■ YOUR ASSIGNMENT: Whenever a line in the material below includes "place", copy that line.
....
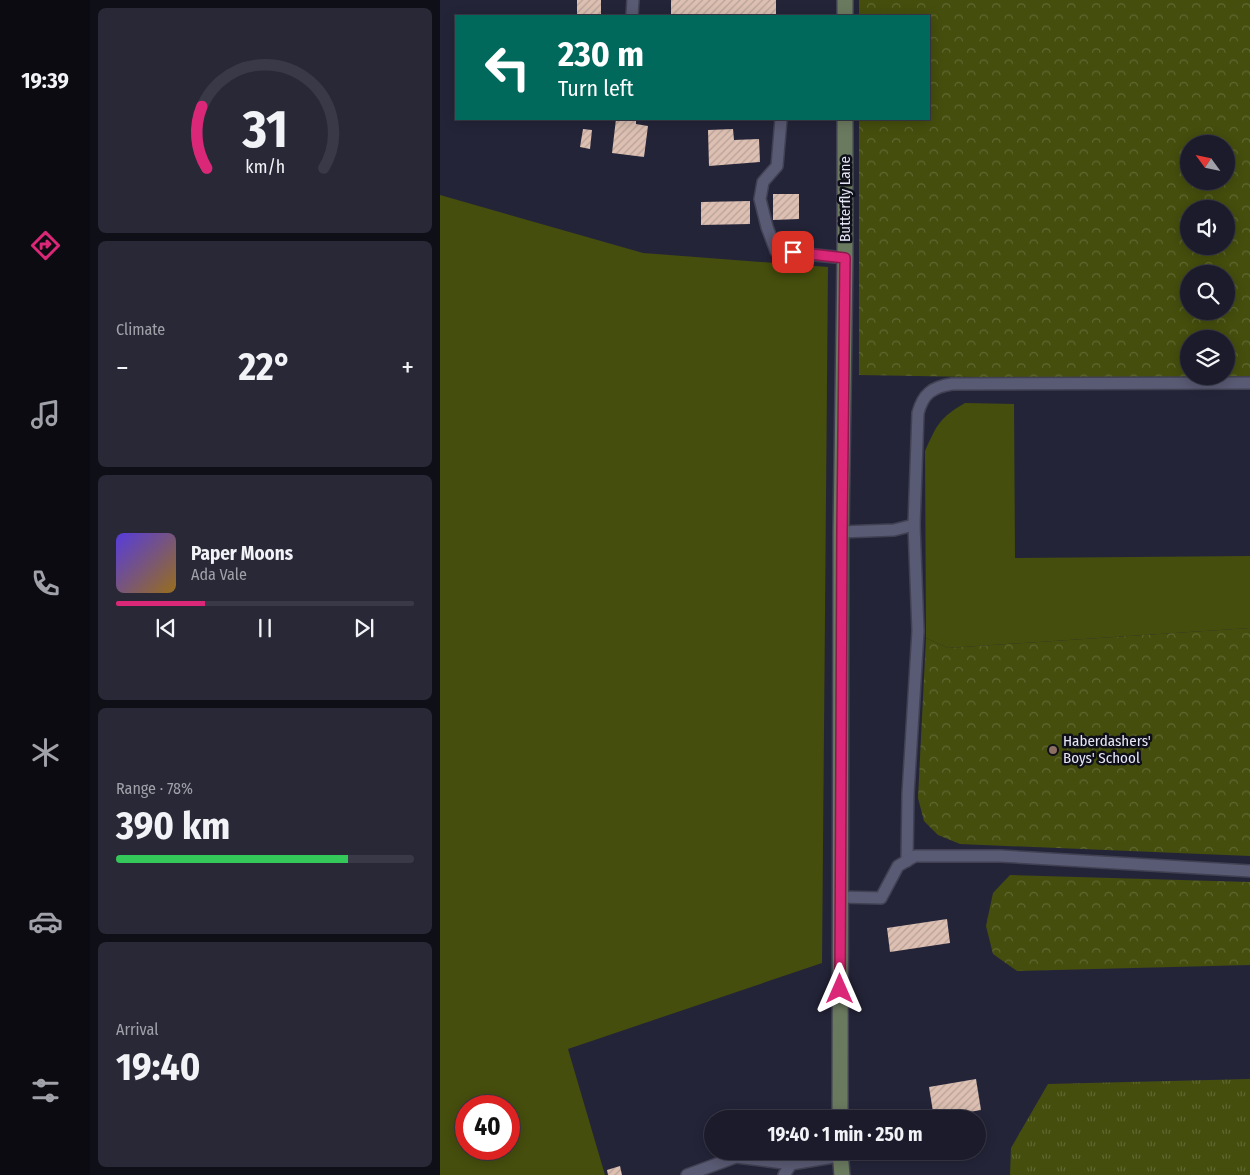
<!DOCTYPE html>
<meta charset="utf-8">
<style>
body{margin:0;font-family:"Fira Sans Condensed",sans-serif;background:#282837;color:#f1f3f6;height:100vh;display:flex;flex-direction:column;font-size:19px;white-space:nowrap}
*{box-sizing:border-box;margin:0}
p{font-size:16px;color:#a0a1a9}
.icon{flex:none;width:28px;height:28px;fill:none;stroke:currentColor;stroke-width:2;stroke-linecap:round;stroke-linejoin:round}
.map{position:relative;flex:1;overflow:hidden}
.panel{display:flex;flex-direction:column;gap:8px;padding:8px;background:#0f0f18;width:350px}
.panel>*{flex:none}
.hud{position:absolute;left:15px;top:15px;width:475px;height:105px;border-radius:0px;box-shadow:0 2px 12px #0003,0 0 0 1px #393947;background:#00695c;color:#fff;overflow:hidden}
.needle{width:32px;rotate:303deg}
.buttons{position:absolute;left:740px;top:135px;display:grid;gap:10px}
.buttons a{display:grid;place-items:center;width:55px;height:55px;border-radius:50%;background:#1b1b2b;box-shadow:0 2px 12px #0003,0 0 0 1px #393947;font-size:25px}
.speed{position:absolute;left:15px;top:1095px;display:flex;gap:10px;font-size:25px;font-weight:700;text-align:center}
.speed>*{display:grid;place-content:center;width:65px;height:65px;border-radius:50%;background:#1b1b2b;box-shadow:0 2px 12px #0003,0 0 0 1px #393947;line-height:1}
.speed .limit{border:8px solid #d22;background:#fff;color:#111}
.pin{position:absolute;display:grid;place-items:center;width:42px;height:42px;color:#fff;margin:-21px;border-radius:10px;box-shadow:0 2px 8px #0006}
.me{position:absolute;width:55px;margin:-28px;rotate:0deg;stroke-linejoin:round;filter:drop-shadow(0 0 4px #0008)}
.turn{display:flex;align-items:center;gap:18px;height:105px;padding:0 20px;font-size:22px}
.turn .icon{width:65px;height:65px;stroke-width:2.5}
.turn b{display:block;font-size:35px;line-height:42px}
.big{font-size:38px;font-weight:700;line-height:1.1}
.panel .widget{flex:1;display:flex;flex-direction:column;justify-content:center;gap:8px;min-width:0;padding:0 18px;border-radius:8px;background:#282837}
.panel .dial{align-items:center;gap:0}
.dial svg{height:130px;overflow:visible;fill:none;stroke:#393947;stroke-width:7;stroke-linecap:round;text-anchor:middle}
.dial text{fill:#f1f3f6;stroke:none}
.song{display:flex;align-items:center;gap:15px}
.cover{width:60px;height:60px;border-radius:8px;background:linear-gradient(135deg,hsl(250 70% 55%),hsl(40 70% 35%))}
.played{height:5px;border-radius:2px;background:linear-gradient(90deg,#db2777 30%,#393947 30%)}
.keys{display:flex;justify-content:space-around;direction:ltr}
.heat{display:flex;justify-content:space-between;align-items:center;font-size:28px;direction:ltr}
.charge{height:8px;border-radius:4px;background:linear-gradient(90deg,#34c759 78%,#393947 0)}
.trip{position:absolute;left:264px;top:1110px;width:282px;height:50px;border-radius:25px;background:#1b1b2b;box-shadow:0 2px 12px #0003,0 0 0 1px #393947;font-weight:700;line-height:50px;text-align:center}
main{display:flex;flex:1;min-height:0}
.menu{display:flex;flex-direction:column;width:90px;justify-content:space-around;align-items:center;background:#0b0b11;color:#a0a1a9}
.menu .icon{width:35px;height:35px}
.menu .current{color:#db2777}
.menu b{font-size:22px;color:#f1f3f6}
.map>svg:first-child{display:block}
.green{fill:#454e0d;fill-rule:evenodd}
.forest{fill:url(#forest-crowns);fill-rule:evenodd}
.park{fill:url(#park-tufts)}
.building{fill:url(#building-hatch)}
.lines{fill:none;stroke-linecap:round;stroke-linejoin:round}
.lane-casing{stroke:#414153;stroke-width:14}
.secondary-casing{stroke:#414153;stroke-width:18}
.lane{stroke:#595a73;stroke-width:11}
.secondary{stroke:#6a7a5f;stroke-width:15}
.route-casing{stroke:#8e194d;stroke-width:12}
.route{stroke:#db2777;stroke-width:9}
.education-dot{fill:#8d6e63;stroke:#0e0f18;stroke-width:2}
.labels{text-anchor:middle;stroke-width:5;stroke-linejoin:round;paint-order:stroke}
.street-label{font-size:15px;fill:#e6e7f6;stroke:#0e0f18}
.poi-label{font-size:15px;fill:#e6e7f6;stroke:#0e0f18;text-anchor:start}
</style>
<main>
<nav class="menu">
<b>19:39</b>
<svg class="icon current" aria-label="directions" viewBox="0 0 24 24"><path d="M12 3l9 9-9 9-9-9zM9 14v-3h6M13 9l2 2-2 2"/></svg>
<svg class="icon" aria-label="music" viewBox="0 0 24 24"><path d="M9 18V5l10-2v13"/><circle cx="6" cy="18" r="3"/><circle cx="16" cy="16" r="3"/></svg>
<svg class="icon" aria-label="phone" viewBox="0 0 24 24"><path d="M5 4h4l2 5-3 2q2 4 5 5l2-3 5 2v4C11 20 4 13 5 4z"/></svg>
<svg class="icon" aria-label="climate" viewBox="0 0 24 24"><path d="M12 3v18M4 7l16 10M4 17L20 7"/></svg>
<svg class="icon" aria-label="car" viewBox="0 0 24 24"><path d="M5 17H2v-5l4-1 3-4h7l3 4 3 1v5h-3M9 17h6M6 11h13"/><circle cx="7" cy="17" r="2"/><circle cx="17" cy="17" r="2"/></svg>
<svg class="icon" aria-label="filters" viewBox="0 0 24 24"><path d="M4 7h16M4 17h16"/><circle cx="9" cy="7" r="2"/><circle cx="15" cy="17" r="2"/></svg>
</nav>
<section class="panel">
<div class="widget dial"><svg viewBox="0 0 100 80">
<path d="M14 69A42 42 0 1 1 86 69"/>
<path d="M14 69A42 42 0 0 1 11 31" stroke="#db2777"/>
<text x="50" y="56" font-size="32" font-weight="700">31</text>
<text x="50" y="72" font-size="11">km/h</text>
</svg></div>
<div class="widget"><p>Climate</p>
<div class="heat"><a>−</a><b class="big">22°</b><a>+</a></div>
</div>
<div class="widget">
<div class="song"><i class="cover"></i><div><b>Paper Moons</b><p>Ada Vale</p></div></div>
<div class="played"></div>
<div class="keys"><svg class="icon" aria-label="previous" viewBox="0 0 24 24"><path d="M18 5L8 12l10 7zM5 5v14"/></svg><svg class="icon" aria-label="pause" viewBox="0 0 24 24"><path d="M8 5v14M16 5v14"/></svg><svg class="icon" aria-label="next" viewBox="0 0 24 24"><path d="M6 5l10 7-10 7zM19 5v14"/></svg></div>
</div>
<div class="widget"><p>Range · 78%</p><b class="big">390 km</b><div class="charge"></div></div>
<div class="widget"><p>Arrival</p><b class="big">19:40</b></div>
</section>
<div class="map">
<svg width="810" height="1175" viewBox="0 0 810 1175">
<defs>
<pattern id="forest-crowns" width="20" height="18" patternUnits="userSpaceOnUse" patternTransform="scale(1.25)"><rect width="20" height="18" fill="#454e0d"/><path d="M2 6a3 3 0 1 1 6 0M12 15a3 3 0 1 1 6 0" fill="none" stroke="#606831"/></pattern>
<pattern id="park-tufts" width="24" height="20" patternUnits="userSpaceOnUse" patternTransform="scale(1.25)"><rect width="24" height="20" fill="#454e0d"/><path d="M3 7l-1-3M5 7V3M7 7l1-3M15 17l-1-3M17 17v-4M19 17l1-3" fill="none" stroke="#606831"/></pattern>
<pattern id="building-hatch" width="6" height="6" patternUnits="userSpaceOnUse" patternTransform="scale(1.25)"><rect width="6" height="6" fill="#ddc0b2"/><path d="M-1 1l2-2M0 6l6-6M5 7l2-2" fill="none" stroke="#b7a198"/></pattern>
</defs>
<rect width="100%" height="100%" fill="#242439"/>
<g class="green">
<path d="M 0,195 L 203,253 L 388,267 L 382,963 L 128,1049 L 165,1175 L 0,1175 ZM 26,1106 L 69,1106 L 69,1149 L 26,1149 Z"/>
<path d="M 525,403 L 574,404 L 575,558 L 810,556 L 810,628 L 508,648 L 486,638 L 485,451 C 497,425 499,418 525,403 Z"/>
</g>
<g class="forest">
<path d="M 419,0 L 810,0 L 810,382 L 419,375 L 419,119 L 489,119 L 489,16 L 419,16 ZM 749,144 L 786,144 L 786,181 L 749,181 ZM 749,209 L 786,209 L 786,246 L 749,246 ZM 749,274 L 786,274 L 786,311 L 749,311 ZM 749,339 L 786,339 L 786,376 L 749,376 Z"/>
<polygon points="810,628 810,856 520,844 498,835 484,821 478,798 486,638 508,648"/>
<polygon points="570,875 810,882 810,965 577,971 553,954 546,926 553,893"/>
</g>
<polygon class="park" points="810,1079 810,1175 570,1175 571,1148 608,1084"/>
<g class="building">
<rect x="137" y="0" width="24" height="16"/>
<rect x="231" y="0" width="105" height="16"/>
<polygon points="176,119 196,119 196,124 208,126 204,157 172,153"/>
<polygon points="143,129 152,130 150,149 140,147"/>
<polygon points="293,129 294,140 319,139 320,162 269,166 268,130"/>
<polygon points="333,194 359,194 359,219 333,220"/>
<polygon points="310,201 310,224 261,225 261,202"/>
<polygon points="507,919 510,943 450,952 447,928"/>
<polygon points="536,1079 541,1110 494,1118 489,1087"/>
<polygon points="180,1166 182,1175 168,1175 167,1170"/>
</g>
<g class="lines">
<defs>
<g id="lane">
<polyline points="192,16 193,0"/>
<polyline points="341,119 337,166 323,182 320,199 327,227 336,251 405,258"/>
<polyline points="401,532 454,530 474,525"/>
<path d="M 467,861 L 468,794 L 478,631 L 474,525 L 478,413 C 483,394 492,387 512,384 L 810,383"/>
<polyline points="400,897 441,898 458,866 475,856 560,856 810,871"/>
<polyline points="247,1175 296,1157 351,1164 400,1156"/>
<polyline points="344,1175 351,1164"/>
</g>
<g id="secondary">
<polyline points="405,16 405,0"/>
<polyline points="400,1119 401,532 405,258 405,119"/>
<polyline points="400,1151 402,1175"/>
</g>
</defs>
<use href="#lane" class="lane-casing"/>
<use href="#secondary" class="secondary-casing"/>
<use href="#lane" class="lane"/>
<use href="#secondary" class="secondary"/>
</g>
<g class="lines">
<defs>
<polyline id="route" points="353,252 405,258 402,532 400,989"/>
</defs>
<use href="#route" class="route-casing"/>
<use href="#route" class="route"/>
</g>
<circle class="education-dot" cx="613" cy="750" r="5"/>
<g class="labels">
<g class="street-label">
<text transform="translate(405 199) rotate(-90)" y="5">Butterfly Lane</text>
</g>
<g class="poi-label">
<text x="623" y="746">Haberdashers'<tspan x="623" dy="17">Boys' School</tspan></text>
</g>
</g>
</svg>
<div class="buttons">
<a><svg class="needle" viewBox="-14 -14 28 28"><path d="M0-13l5 13h-10z" fill="#e53935"/><path d="M0 13l5-13h-10z" fill="#a0a1a9"/></svg></a>
<a><svg class="icon" aria-label="sound" viewBox="0 0 24 24"><path d="M4 9h4l5-4v14l-5-4H4zM17 9q2 3 0 6"/></svg></a>
<a><svg class="icon" aria-label="search" viewBox="0 0 24 24"><circle cx="10" cy="10" r="6"/><path d="M15 15l6 6"/></svg></a>
<a><svg class="icon" aria-label="layers" viewBox="0 0 24 24"><path d="M12 4l9 5-9 5-9-5zM3 14l9 5 9-5"/></svg></a>
</div>
<div class="speed"><div class="limit">40</div></div>
<div class="pin" style="left:353px;top:252px;background:#d93025"><svg class="icon" aria-label="arrive" viewBox="0 0 24 24"><path d="M6 21V4h12l-3 4 3 4H6"/></svg></div>
<svg class="me" style="left:400px;top:989px" viewBox="-20 -20 40 40"><path d="M0-17L14 15 0 8-14 15z" fill="#db2777" stroke="#fff" stroke-width="4"/></svg>
<div class="trip">19:40 · 1 min · 250 m</div>
<div class="hud">
<div class="turn"><svg class="icon" aria-label="left" viewBox="0 0 24 24"><path d="M17 20v-9H6M10 6l-5 5 5 5"/></svg><div><b>230 m</b>Turn left</div></div>
</div>
</div>
</main>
....
■ EXERCISE SOLUTION:
.buttons a{display:grid;place-items:center;width:55px;height:55px;border-radius:50%;background:#1b1b2b;box-shadow:0 2px 12px #0003,0 0 0 1px #393947;font-size:25px}
.speed>*{display:grid;place-content:center;width:65px;height:65px;border-radius:50%;background:#1b1b2b;box-shadow:0 2px 12px #0003,0 0 0 1px #393947;line-height:1}
.pin{position:absolute;display:grid;place-items:center;width:42px;height:42px;color:#fff;margin:-21px;border-radius:10px;box-shadow:0 2px 8px #0006}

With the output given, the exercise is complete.